The letter was sent to the Bloomingdale Police Department, and was referred to Detective Mader for investigation. Mader verified that Lance Gates had an Illinois driver's license, and Mader obtained a current address for the Gateses. He then learned an "L. Gates" had a reservation to fly to Florida on May 5. Mader set up surveillance with DEA agents, who followed Lance from the Florida airport to a motel. They confirmed Lance had gone to a room registered to Susan Gates. The next morning, Lance and an unidentified woman (later confirmed to be Susan Gates) left the motel driving a car with Illinois license plates registered to a vehicle owned by the Gateses; they drove north on a highway "frequently used by travelers to the Chicago area." Id., 462 U.S. at 226, 103 S. Ct. at 2326.
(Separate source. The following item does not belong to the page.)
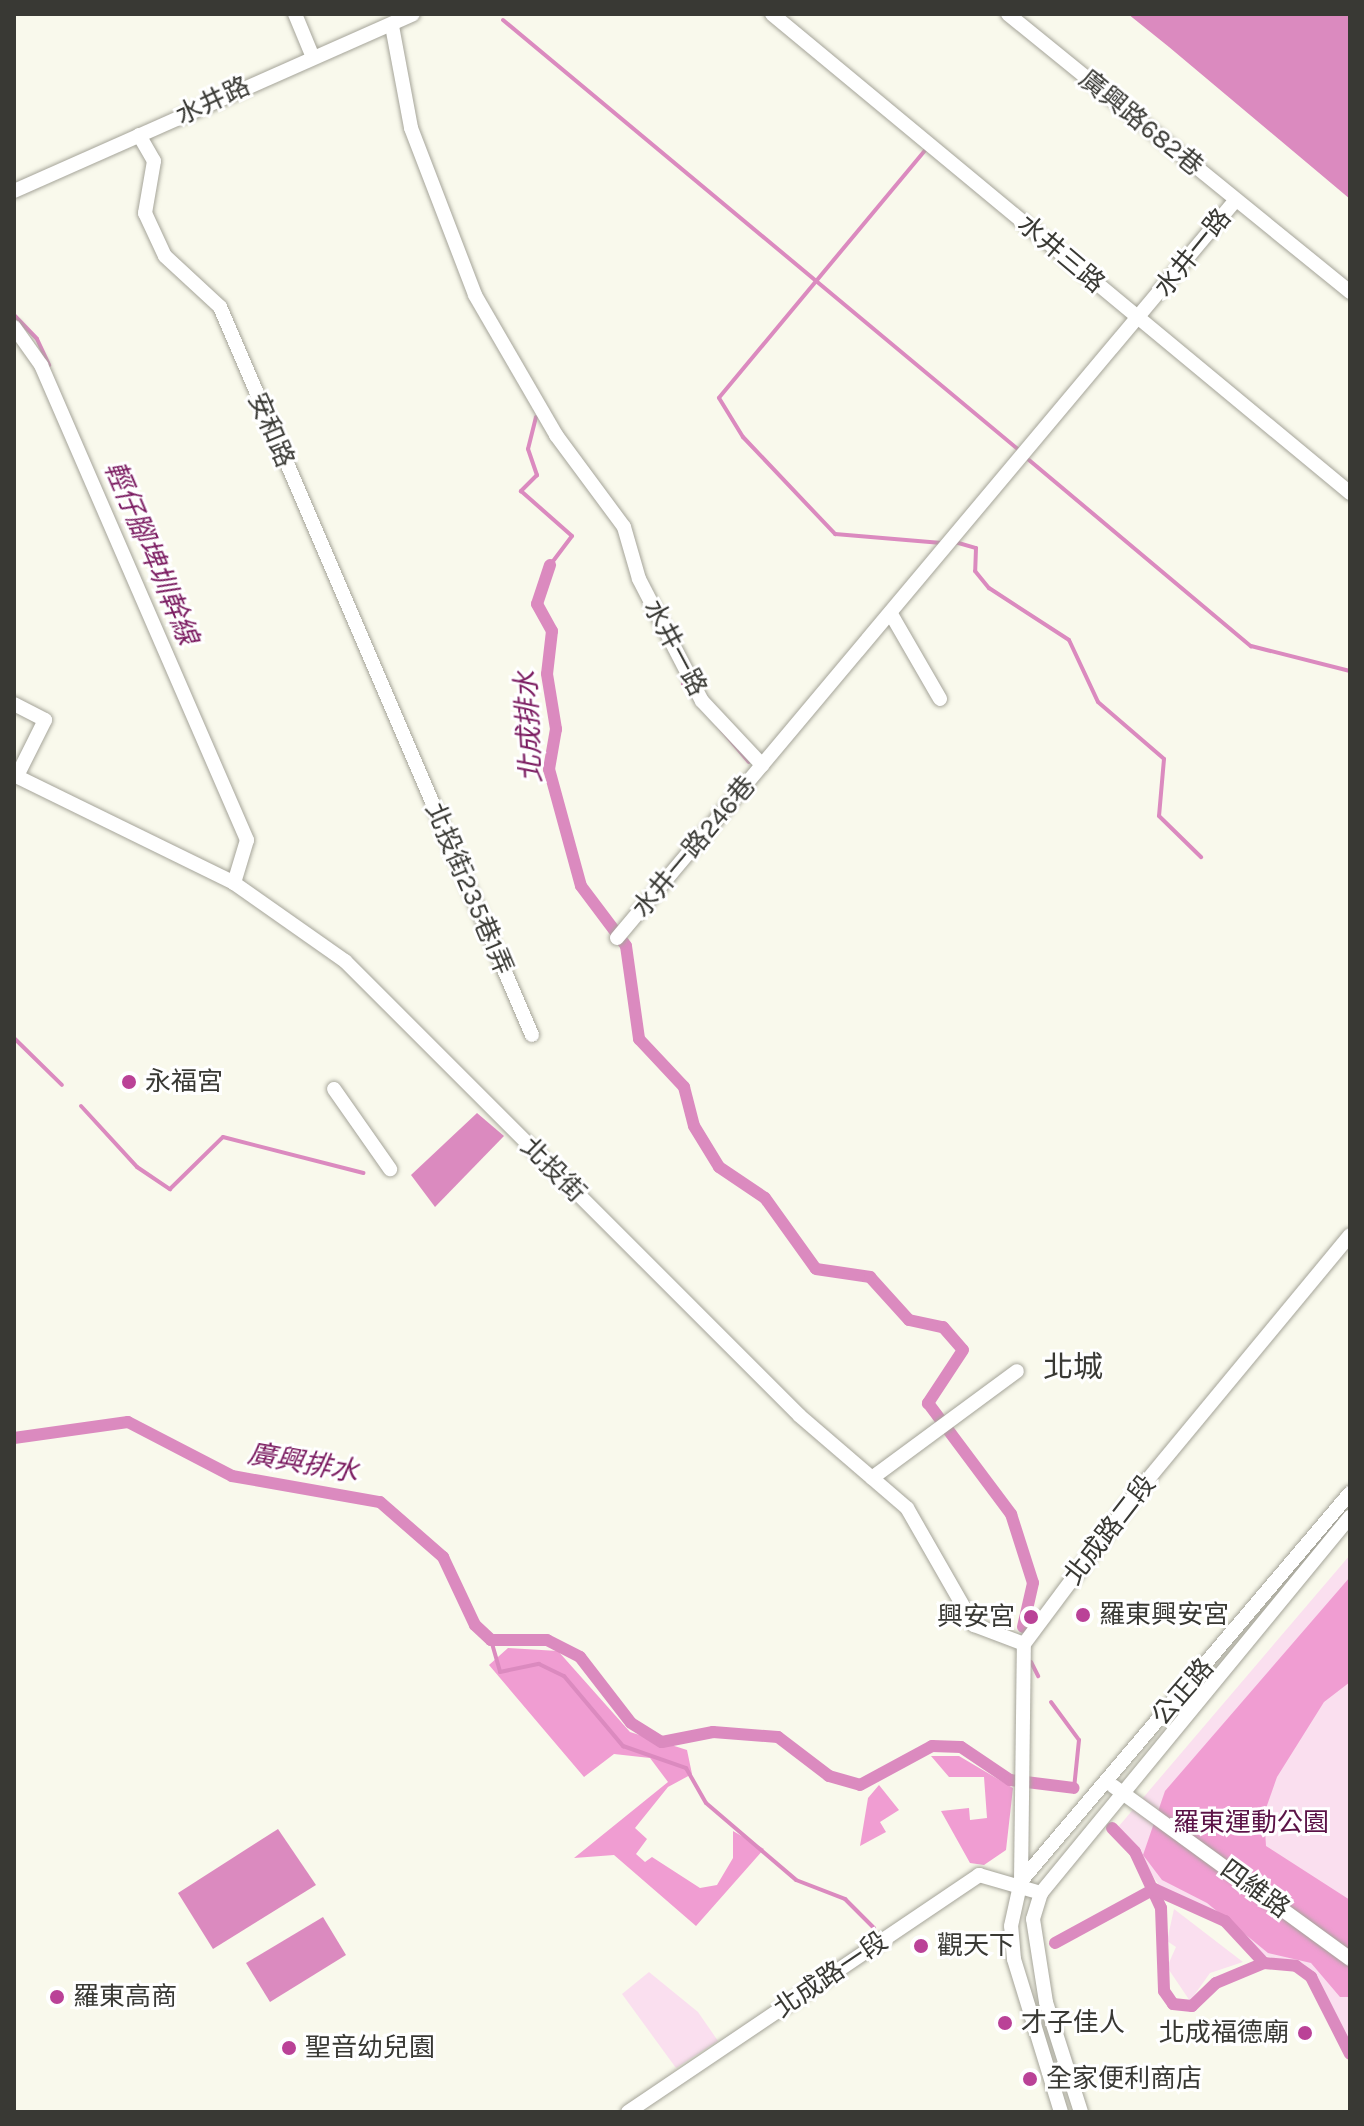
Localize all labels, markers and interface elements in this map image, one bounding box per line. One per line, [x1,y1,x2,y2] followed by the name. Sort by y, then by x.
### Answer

Mader prepared a warrant application and supporting affidavit that attached the anonymous letter and detailed his efforts to corroborate the information contained in the letter. Based on the application, a judge issued a search warrant for the Gateses' home and their automobile. The Supreme Court noted, "The judge, in deciding to issue the warrant, could have determined that the modus operandi of the Gates[es] had been substantially corroborated." Id. When the Gateses arrived home, they were met by Bloomingdale police, who searched the car's trunk and found approximately 350 pounds of marijuana. A search of the Gateses' residence yielded additional drugs, weapons, and other contraband.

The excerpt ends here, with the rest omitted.